トランプ政権発足を境に円の売買戦略が大転換したヘッジF
トランプ政権発足以前、2024年7月に米ドル高・円安は161円まで広がった。この局面でヘッジFの取引を反映しているCFTC(米商品先物取引委員会)統計の投機筋の円売り越し(米ドル買い越し)は約18万枚と、2007年に記録した過去最高にほぼ肩を並べるほどに拡大した(図表1参照)。つまり、161円という1986年以来、約38年ぶりの「歴史的円安」は、ヘッジFなどの投機筋の円売りが主導した構図となっていたわけだ。
ところが、その投機筋の円売り姿勢が、2025年1月のトランプ政権発足を境に大きく変わった。2024年7月の161円から一時139円まで米ドル安・円高に戻したものの、その後2025年1月のトランプ政権発足前には、再び158円まで米ドル高・円安となった。

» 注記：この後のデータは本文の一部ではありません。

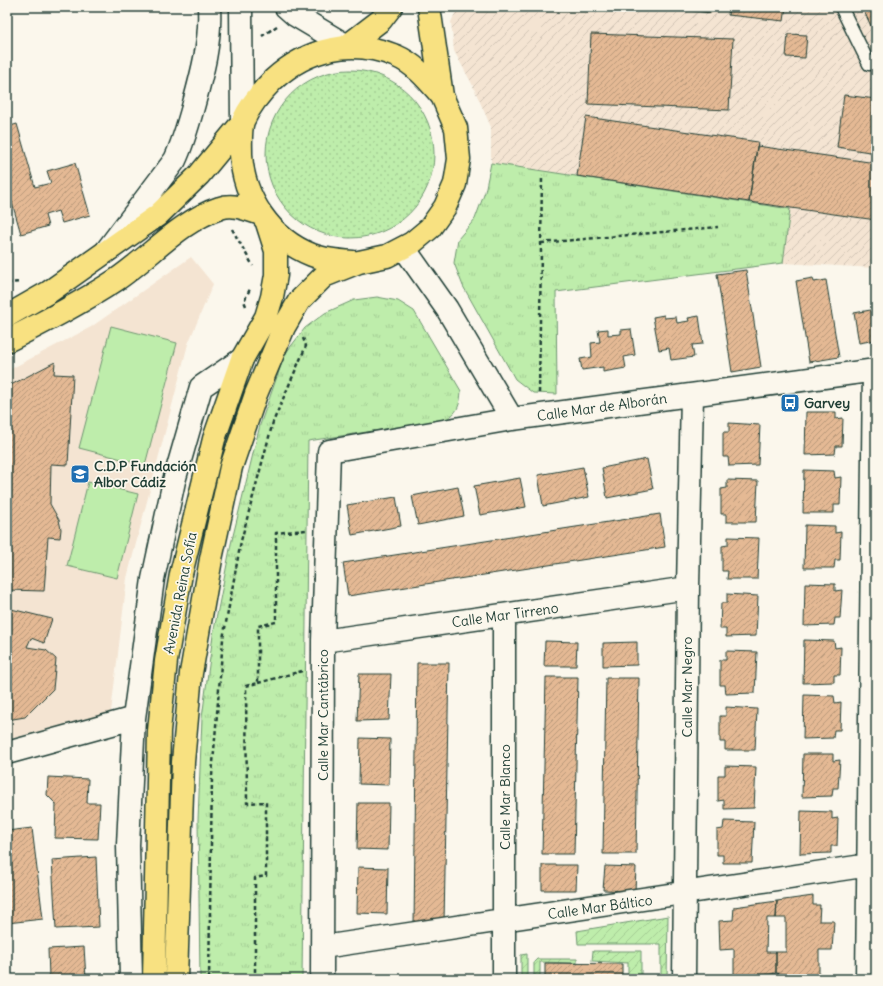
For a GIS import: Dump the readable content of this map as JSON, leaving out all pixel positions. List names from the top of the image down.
{
  "streets": {
    "main road": ["Avenida Reina Sofía"],
    "street": [
      "Calle Mar de Alborán",
      "Calle Mar Tirreno",
      "Calle Mar Negro",
      "Calle Mar Cantábrico",
      "Calle Mar Blanco",
      "Calle Mar Báltico"
    ]
  },
  "crossings": [
    ["Calle Mar de Alborán", "Calle Mar Negro"],
    ["Calle Mar de Alborán", "Calle Mar Cantábrico"],
    ["Calle Mar Tirreno", "Calle Mar Negro"],
    ["Calle Mar Tirreno", "Calle Mar Cantábrico"],
    ["Calle Mar Tirreno", "Calle Mar Blanco"],
    ["Calle Mar Negro", "Calle Mar Báltico"],
    ["Calle Mar Cantábrico", "Calle Mar Báltico"],
    ["Calle Mar Blanco", "Calle Mar Báltico"]
  ],
  "places": {
    "bus stop": ["Garvey"],
    "school or university": ["C.D.P Fundación Albor Cádiz"]
  }
}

ここで投機筋の円売り越し拡大はわずか3万枚程度にとどまった。
円売り慎重の一方で円買いを積極化=トランプ政権の通貨政策に連携?
その後日米金利差(米ドル優位・円劣位)縮小に沿う形で米ドル安・円高に向かうと、投機筋は円の買い越し拡大に向かった。2025年4月、「関税ショック」の世界的株暴落の中で米ドル安・円高も139円まで進んだ。ここで投機筋の円買い越しは、2016年に記録したそれまでの最高の7万枚をはるかに上回る17万枚まで拡大した(図表2参照)。2024年7月の「歴史的円安」局面とは正反対に、ここでは投機円買いが円高の主導役になった。

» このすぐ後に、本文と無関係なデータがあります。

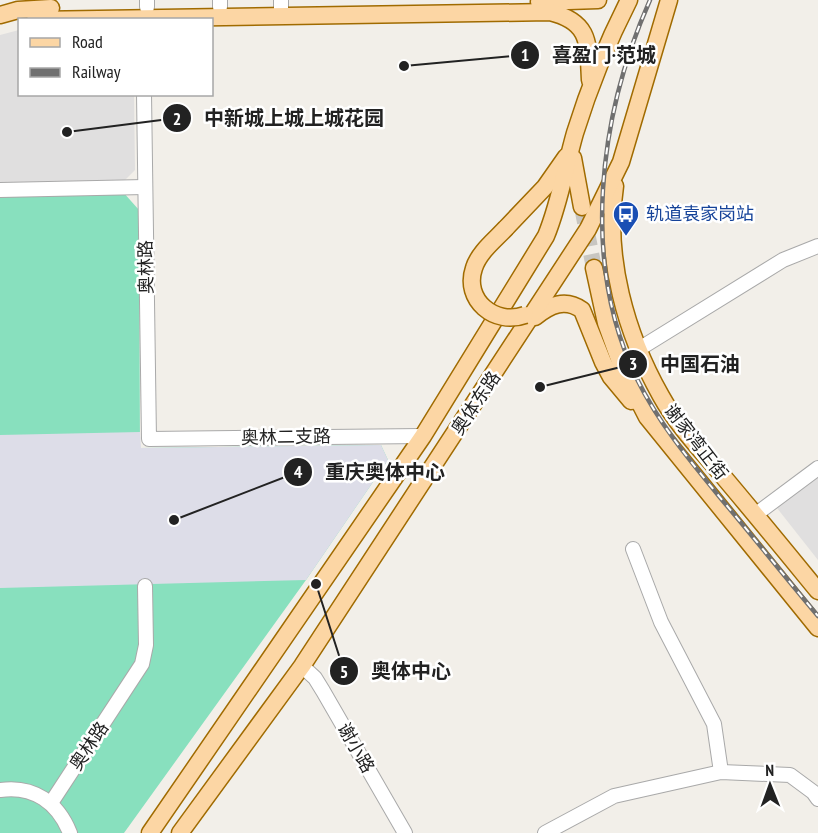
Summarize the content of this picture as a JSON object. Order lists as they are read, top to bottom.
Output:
{
  "streets": {
    "main road": ["奥体东路", "谢家湾正街"],
    "street": ["奥林路", "奥林二支路", "谢小路"]
  },
  "crossings": [
    ["奥林路", "奥林二支路"],
    ["奥体东路", "奥林二支路"],
    ["奥体东路", "谢小路"]
  ],
  "places": {
    "other": [
      "喜盈门·范城",
      "中新城上城上城花园",
      "中国石油",
      "重庆奥体中心",
      "奥体中心"
    ],
    "bus stop": ["轨道袁家岗站"]
  },
  "legend": ["Road", "Railway"],
  "north": "top"
}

このようなトランプ政権発足以降、円売りを自制する一方で円買いを積極化する投機筋の売買戦略の大転換は、結果としてトランプ大統領の円安に批判的な考え方と一致したものだった。このため、ヘッジF業界出身のベッセント財務長官などを通じ、ヘッジFがトランプ政権の通貨政策の「代行者」になっている可能性を感じさせるものでもあった。
円安再燃でも円売り抑制=米「レートチェック」も知っていた?
2025年10月、高市政権が誕生すると、再び150円を大きく超えて米ドル高・円安が広がった。しかし、トランプ政権発足以前に比べると、投機筋の円売り越しの拡大は1月の4万枚程度にとどまった。それは、2024年に円安が160円に向かう中で最高で18万枚近くまで円売り越しが拡大したことを考えると、なお円売り抑制に変わりないようにも感じられた。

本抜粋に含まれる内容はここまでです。